Mr. Llwyd: I am following the hon. Gentleman’s argument and think that he is on to something important, but I would ask him to explain one thing. Subsection (3)(b) of new clause 8 states that
“mitigating action would be unreasonable due to disproportionate cost, adverse collateral effects on other interests or because it would be otherwise not in the public interest.”
In the event that the mitigating action is not taken, does the application fail?

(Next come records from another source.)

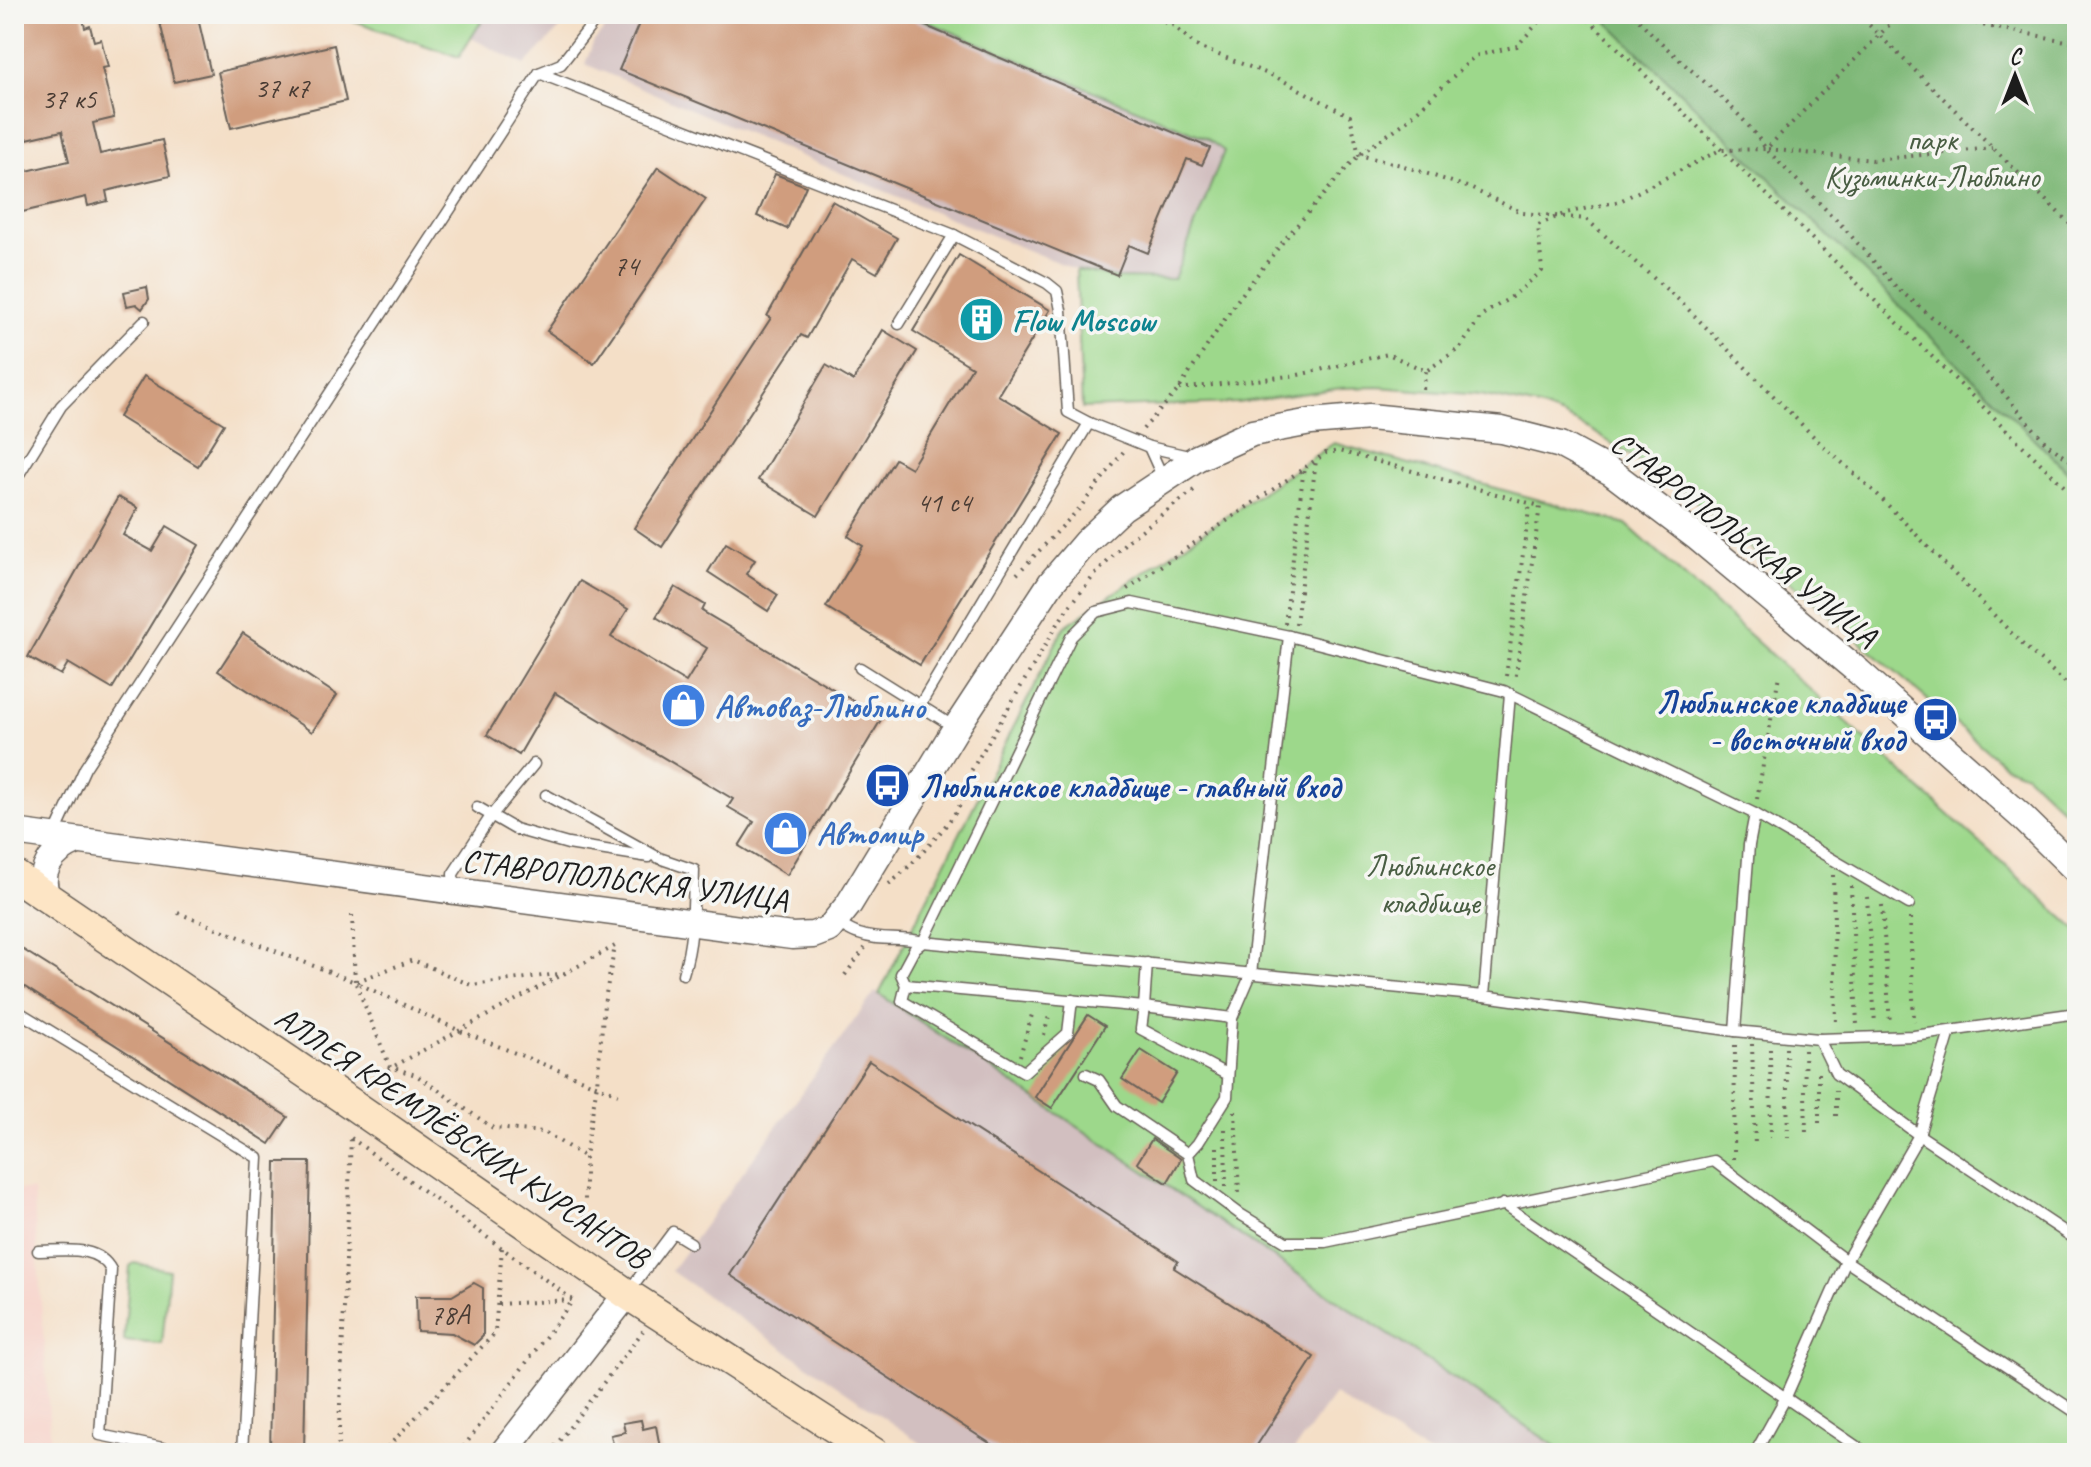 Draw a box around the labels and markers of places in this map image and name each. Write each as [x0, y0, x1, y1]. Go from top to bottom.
building icon: Flow Moscow [957, 296, 1005, 344]
place label: Flow Moscow [1012, 300, 1157, 341]
shop icon: Автоваз-Люблино [660, 682, 708, 730]
place label: Люблинское кладбище - восточный вход [1656, 682, 1908, 760]
place label: Автоваз-Люблино [715, 686, 927, 728]
bus stop icon: Люблинское кладбище - восточный вход [1912, 696, 1960, 744]
bus stop icon: Люблинское кладбище - главный вход [864, 762, 912, 810]
place label: Люблинское кладбище - главный вход [919, 766, 1344, 807]
shop icon: Автомир [762, 809, 810, 857]
place label: Автомир [817, 813, 925, 854]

Mr. Betts: No. In the end, the issues of whether the applicant has taken reasonable steps to mitigate and why an applicant does not feel that mitigation is possible because of cost or other reasons are matters for the commission to take on board and determine. In the amendments, we are trying to structure the concerns of the community and the responses to those concerns and make the applicant respond formally to them by saying either that they can be mitigated, or if they cannot, why not. Of course, the commission will have that information to enable it to make a better decision and can, in the end, do so with conditions, such as deciding that mitigation is necessary, despite what the applicant has said.
That leads us to amendments Nos. 327 and 328, which are linked together appropriately. The process of identifying the issues from the community and the applicant’s response with regard to mitigation or non-mitigation continues beyond the initial pre-application consultation into the commission’s hearings. That process continues in the commission’s initial consideration, as laid out in clause 80, and then in the first meetings at which the commission brings the applicant and the main objectors together.
At those stages, the process of identifying the impact that the community is concerned about and deciding for or against mitigation for the applicant are considered as part of the commission’s initial view and the initial hearing that it holds. Having had the first meetings and the formal hearings, that process takes those issues through into the later processes of the commission’s consideration.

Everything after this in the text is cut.